Problem statement
Return, unaltered, every line from the beginning of the material below up to and including the one with "0 #3b3e4d) drop-shadow(-1px".

==================================================

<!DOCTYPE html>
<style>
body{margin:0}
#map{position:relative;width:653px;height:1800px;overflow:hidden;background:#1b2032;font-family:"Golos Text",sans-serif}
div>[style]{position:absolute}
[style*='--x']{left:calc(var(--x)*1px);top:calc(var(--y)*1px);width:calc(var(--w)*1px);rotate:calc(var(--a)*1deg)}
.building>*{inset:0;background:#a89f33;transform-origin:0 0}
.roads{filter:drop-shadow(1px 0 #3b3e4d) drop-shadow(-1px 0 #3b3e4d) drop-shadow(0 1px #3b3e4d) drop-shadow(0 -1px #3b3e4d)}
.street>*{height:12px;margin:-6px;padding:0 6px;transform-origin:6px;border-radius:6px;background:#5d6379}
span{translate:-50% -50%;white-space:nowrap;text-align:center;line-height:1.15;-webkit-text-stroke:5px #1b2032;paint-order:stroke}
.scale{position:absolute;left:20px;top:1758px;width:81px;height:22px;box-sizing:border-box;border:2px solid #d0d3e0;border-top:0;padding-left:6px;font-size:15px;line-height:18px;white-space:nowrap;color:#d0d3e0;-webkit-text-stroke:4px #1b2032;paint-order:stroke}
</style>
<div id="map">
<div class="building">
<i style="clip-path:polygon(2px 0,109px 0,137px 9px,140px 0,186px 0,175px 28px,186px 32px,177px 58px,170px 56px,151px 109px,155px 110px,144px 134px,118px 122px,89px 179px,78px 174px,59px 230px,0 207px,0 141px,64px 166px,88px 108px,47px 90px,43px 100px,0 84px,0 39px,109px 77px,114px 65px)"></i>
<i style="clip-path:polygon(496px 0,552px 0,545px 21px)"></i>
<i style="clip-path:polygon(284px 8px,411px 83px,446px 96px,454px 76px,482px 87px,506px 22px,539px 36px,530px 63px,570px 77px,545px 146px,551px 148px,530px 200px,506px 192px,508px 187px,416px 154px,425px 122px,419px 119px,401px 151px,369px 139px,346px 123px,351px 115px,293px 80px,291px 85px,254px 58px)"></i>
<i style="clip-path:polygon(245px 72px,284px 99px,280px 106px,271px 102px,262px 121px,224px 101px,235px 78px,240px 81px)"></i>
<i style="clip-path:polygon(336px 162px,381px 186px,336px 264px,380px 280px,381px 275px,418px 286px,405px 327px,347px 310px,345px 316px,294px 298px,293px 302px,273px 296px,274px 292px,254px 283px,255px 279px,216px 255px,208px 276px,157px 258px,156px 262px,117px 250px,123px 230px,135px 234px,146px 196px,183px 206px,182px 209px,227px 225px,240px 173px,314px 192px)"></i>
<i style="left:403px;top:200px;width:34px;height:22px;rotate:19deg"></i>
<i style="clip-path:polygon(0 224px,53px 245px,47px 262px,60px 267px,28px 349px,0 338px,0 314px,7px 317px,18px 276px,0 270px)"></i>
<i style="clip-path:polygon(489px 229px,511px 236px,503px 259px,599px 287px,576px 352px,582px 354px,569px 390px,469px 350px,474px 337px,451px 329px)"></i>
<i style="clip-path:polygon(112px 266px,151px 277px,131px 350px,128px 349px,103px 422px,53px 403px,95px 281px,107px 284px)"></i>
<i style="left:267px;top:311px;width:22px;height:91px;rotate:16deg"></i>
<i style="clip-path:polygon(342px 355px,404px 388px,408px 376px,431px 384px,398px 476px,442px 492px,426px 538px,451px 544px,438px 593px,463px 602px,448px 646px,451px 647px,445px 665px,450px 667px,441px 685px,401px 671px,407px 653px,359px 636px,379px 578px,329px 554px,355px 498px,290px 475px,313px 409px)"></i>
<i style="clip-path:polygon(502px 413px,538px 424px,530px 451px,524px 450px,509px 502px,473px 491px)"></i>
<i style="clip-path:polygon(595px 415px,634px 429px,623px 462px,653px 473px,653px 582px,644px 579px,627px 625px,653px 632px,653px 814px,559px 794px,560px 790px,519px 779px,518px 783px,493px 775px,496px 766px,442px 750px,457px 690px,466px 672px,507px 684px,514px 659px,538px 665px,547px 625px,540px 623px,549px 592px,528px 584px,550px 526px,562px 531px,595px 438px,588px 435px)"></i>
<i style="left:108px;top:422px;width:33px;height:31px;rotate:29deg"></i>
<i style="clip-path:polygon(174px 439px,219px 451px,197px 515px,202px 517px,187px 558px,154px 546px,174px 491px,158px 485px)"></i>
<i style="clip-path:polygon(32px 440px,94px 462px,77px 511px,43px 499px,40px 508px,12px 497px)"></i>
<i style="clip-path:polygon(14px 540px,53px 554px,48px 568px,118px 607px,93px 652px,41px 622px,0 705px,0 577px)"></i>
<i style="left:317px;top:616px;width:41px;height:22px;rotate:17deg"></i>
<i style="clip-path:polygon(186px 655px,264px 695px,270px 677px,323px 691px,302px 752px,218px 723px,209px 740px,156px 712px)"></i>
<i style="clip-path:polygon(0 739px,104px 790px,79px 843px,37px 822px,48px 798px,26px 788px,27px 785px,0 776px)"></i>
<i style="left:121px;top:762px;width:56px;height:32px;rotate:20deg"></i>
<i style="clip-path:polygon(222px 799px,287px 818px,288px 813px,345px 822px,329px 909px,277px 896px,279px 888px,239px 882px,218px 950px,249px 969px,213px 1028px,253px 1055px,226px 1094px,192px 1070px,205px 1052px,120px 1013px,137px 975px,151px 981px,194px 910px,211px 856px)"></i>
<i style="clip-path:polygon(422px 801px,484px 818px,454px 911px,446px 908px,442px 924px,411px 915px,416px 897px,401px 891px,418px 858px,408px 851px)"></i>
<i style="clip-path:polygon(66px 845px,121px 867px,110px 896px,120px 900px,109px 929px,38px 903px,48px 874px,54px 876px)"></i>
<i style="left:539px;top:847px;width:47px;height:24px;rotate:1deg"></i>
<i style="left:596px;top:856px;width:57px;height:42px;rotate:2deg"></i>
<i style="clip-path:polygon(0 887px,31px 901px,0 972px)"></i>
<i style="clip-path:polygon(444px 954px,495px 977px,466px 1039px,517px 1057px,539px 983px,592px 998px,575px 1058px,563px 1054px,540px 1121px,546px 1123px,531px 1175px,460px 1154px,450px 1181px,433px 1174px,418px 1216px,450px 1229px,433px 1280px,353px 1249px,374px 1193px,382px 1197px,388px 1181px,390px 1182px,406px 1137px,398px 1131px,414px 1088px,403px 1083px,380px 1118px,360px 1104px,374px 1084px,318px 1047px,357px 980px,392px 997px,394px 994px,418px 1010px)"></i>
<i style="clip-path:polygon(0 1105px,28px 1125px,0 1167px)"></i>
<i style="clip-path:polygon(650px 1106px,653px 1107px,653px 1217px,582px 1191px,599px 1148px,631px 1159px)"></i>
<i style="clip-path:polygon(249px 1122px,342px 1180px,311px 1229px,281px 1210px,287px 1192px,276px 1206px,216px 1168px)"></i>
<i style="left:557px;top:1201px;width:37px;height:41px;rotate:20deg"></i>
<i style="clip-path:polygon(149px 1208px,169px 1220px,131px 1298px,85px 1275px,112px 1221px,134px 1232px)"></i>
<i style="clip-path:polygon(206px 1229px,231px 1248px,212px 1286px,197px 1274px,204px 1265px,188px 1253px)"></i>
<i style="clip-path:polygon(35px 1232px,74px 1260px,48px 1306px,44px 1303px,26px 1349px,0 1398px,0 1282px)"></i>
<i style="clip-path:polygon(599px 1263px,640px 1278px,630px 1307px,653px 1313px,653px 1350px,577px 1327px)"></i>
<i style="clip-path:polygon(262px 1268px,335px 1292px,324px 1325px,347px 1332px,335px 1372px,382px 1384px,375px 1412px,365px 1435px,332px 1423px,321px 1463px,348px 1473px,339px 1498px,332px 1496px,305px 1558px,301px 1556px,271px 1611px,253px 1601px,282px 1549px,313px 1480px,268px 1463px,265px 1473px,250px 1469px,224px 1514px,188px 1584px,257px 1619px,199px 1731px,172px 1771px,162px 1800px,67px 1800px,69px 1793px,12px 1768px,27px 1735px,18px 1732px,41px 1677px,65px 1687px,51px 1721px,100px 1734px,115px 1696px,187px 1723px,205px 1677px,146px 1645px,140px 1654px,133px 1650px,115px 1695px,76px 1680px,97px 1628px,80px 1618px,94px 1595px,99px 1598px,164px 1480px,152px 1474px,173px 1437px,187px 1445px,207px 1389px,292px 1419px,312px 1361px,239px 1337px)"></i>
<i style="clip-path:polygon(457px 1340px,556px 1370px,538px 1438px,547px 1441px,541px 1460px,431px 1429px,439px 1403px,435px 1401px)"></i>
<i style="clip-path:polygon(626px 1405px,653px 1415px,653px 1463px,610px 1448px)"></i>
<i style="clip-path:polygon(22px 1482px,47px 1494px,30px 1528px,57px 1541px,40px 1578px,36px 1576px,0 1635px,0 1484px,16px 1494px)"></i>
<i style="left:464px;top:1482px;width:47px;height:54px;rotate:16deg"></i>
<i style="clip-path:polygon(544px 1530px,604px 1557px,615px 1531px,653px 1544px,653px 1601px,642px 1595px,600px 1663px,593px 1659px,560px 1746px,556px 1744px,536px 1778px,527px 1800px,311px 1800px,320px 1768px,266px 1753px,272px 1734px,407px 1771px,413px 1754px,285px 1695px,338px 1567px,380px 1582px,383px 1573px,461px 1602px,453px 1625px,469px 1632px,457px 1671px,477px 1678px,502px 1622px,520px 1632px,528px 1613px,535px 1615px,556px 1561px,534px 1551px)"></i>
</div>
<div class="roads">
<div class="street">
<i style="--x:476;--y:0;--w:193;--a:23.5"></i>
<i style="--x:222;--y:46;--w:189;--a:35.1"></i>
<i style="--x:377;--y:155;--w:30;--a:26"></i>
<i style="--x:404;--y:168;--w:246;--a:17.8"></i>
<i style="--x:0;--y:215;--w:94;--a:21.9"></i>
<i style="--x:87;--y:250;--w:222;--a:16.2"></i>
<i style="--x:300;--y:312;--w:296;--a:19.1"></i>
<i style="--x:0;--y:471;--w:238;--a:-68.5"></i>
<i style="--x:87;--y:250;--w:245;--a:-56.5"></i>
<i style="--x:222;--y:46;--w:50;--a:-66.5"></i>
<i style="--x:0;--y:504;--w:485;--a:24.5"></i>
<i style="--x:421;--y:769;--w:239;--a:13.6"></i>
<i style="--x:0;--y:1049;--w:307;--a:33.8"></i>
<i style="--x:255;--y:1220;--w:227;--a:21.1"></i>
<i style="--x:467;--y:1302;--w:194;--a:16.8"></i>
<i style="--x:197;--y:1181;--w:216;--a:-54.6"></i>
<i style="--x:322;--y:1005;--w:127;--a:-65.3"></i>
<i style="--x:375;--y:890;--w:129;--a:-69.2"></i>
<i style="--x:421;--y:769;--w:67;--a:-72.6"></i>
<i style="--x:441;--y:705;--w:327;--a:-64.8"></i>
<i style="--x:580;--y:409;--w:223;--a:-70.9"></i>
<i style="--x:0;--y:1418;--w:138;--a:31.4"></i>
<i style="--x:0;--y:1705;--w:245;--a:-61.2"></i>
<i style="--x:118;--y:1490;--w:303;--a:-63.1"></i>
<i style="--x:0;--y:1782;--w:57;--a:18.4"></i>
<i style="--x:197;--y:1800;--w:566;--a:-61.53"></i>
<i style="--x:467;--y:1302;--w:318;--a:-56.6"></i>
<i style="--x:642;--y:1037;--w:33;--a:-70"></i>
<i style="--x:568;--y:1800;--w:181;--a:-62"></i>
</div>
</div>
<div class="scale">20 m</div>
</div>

==================================================

Task result
<!DOCTYPE html>
<style>
body{margin:0}
#map{position:relative;width:653px;height:1800px;overflow:hidden;background:#1b2032;font-family:"Golos Text",sans-serif}
div>[style]{position:absolute}
[style*='--x']{left:calc(var(--x)*1px);top:calc(var(--y)*1px);width:calc(var(--w)*1px);rotate:calc(var(--a)*1deg)}
.building>*{inset:0;background:#a89f33;transform-origin:0 0}
.roads{filter:drop-shadow(1px 0 #3b3e4d) drop-shadow(-1px 0 #3b3e4d) drop-shadow(0 1px #3b3e4d) drop-shadow(0 -1px #3b3e4d)}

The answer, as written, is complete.